L’infermiere indiano in Italia: «In UK guadagnano 500 sterline in 12 ore, io 1.600 al mese. Ma mia figlia sarà medico»

La reazione alla proposta del ministro Schillaci

Ieri il ministro della Salute Orazio Schillaci ha detto che l’India è tra i paesi che potrebbero fornire infermieri all’Italia in carenza di personale sanitario. «Una scuola infermieristica di alta qualità» quella del Paese più popoloso del mondo che ha già formato un professionista che in nel nostro Paese lavora da trent’anni. Antony Adassery, ha 55 anni, è arrivato in Italia quando aveva 23 anni, nel 1991. Ora vive a Savona e lavora a Millesimo, nella provincia ligure dov’è caposala in una residenza sanitaria. Il ministro si augura che Paesi stranieri possano «metterci a disposizione professionisti già ben formati, dal punto di vista sanitario e della conoscenza della nostra lingua», mentre imparare l’italiano è stato proprio uno degli aspetti più difficili da affrontare per Adassery. Ostacolo che l’infermiere è riuscito a superare, spianando la strada a sua figlia, futuro medico.


Le difficoltà

Per imparare l’italiano, «quando sono arrivato vivevo a Roma e mi sono iscritto a un corso dell’Università per stranieri di Perugia», racconta elencando le difficoltà. «Poi c’era il problema della comunicazione con i parenti rimasti a casa.

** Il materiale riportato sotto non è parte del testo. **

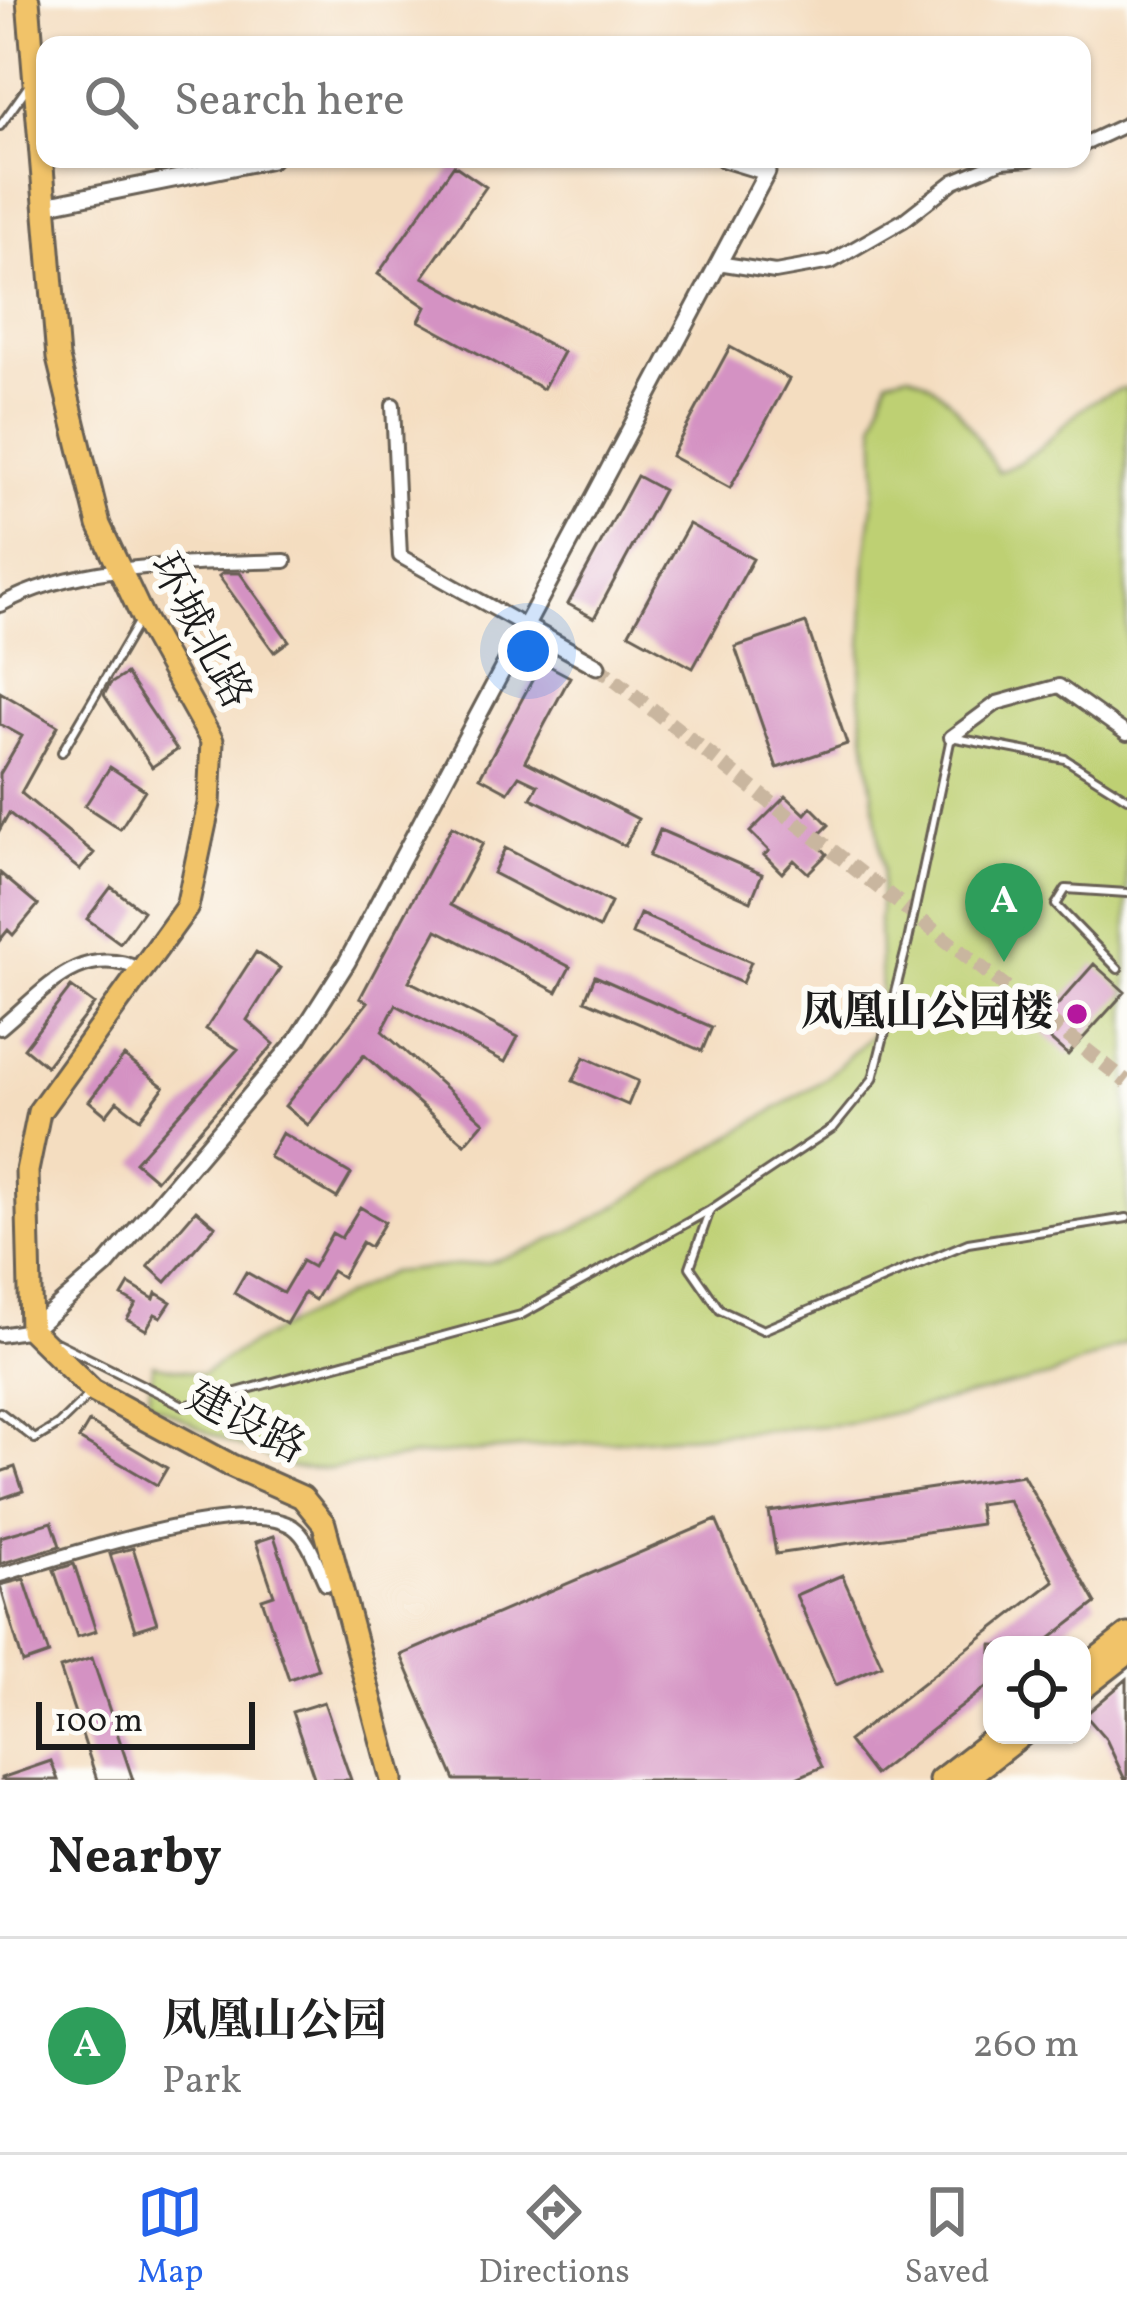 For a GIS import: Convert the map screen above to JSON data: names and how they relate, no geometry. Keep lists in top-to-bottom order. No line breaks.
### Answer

A quei tempi era difficile avere contatti, non c’erano certo le videochiamate come oggi», spiega. Ciononostante, l’infermiere ha deciso di rimanere, lavorando in diverse strutture della penisola. Adassery è arrivato a Savona «attraverso alcune suore della Misericordia. Prima ho lavorato tre anni al San Raffaele di Milano. Guadagnavo di più ma non mi trovavo bene con la città». Come mai? «Troppo caotica. Si vive meglio qua in Liguria».


I vantaggi dell’Italia

Ma Adessery non ha studiato nella regione del Kerala, di dove è originario, bensì qui in Italia, dove è arrivato grazie «a un prete di Napoli». «Gli ho chiesto di aiutarmi a venire. Ho iniziato il corso nel 1991 e mi sono diplomato nel 1994». La differenza rispetto all’India, si è fatta subito vedere: «Qui un infermiere ha uno stipendio 10 volte più alto rispetto all’India. Certo, la vita è molto più cara ma si trova comunque il modo di risparmiare un po’. All’inizio mandavo i soldi a casa, ma ora i miei non ci sono più, quindi ho smesso», ricorda l’infermiere in un’intervista a la Repubblica a cura di Michele Bocci. Vantaggio economico che non ha lasciato indifferenti i conoscenti di Adassery, che ha aiutato ad arrivare in Italia: «Almeno una ventina, tra parenti e conoscenti che mi hanno contattato e chiesto aiuto».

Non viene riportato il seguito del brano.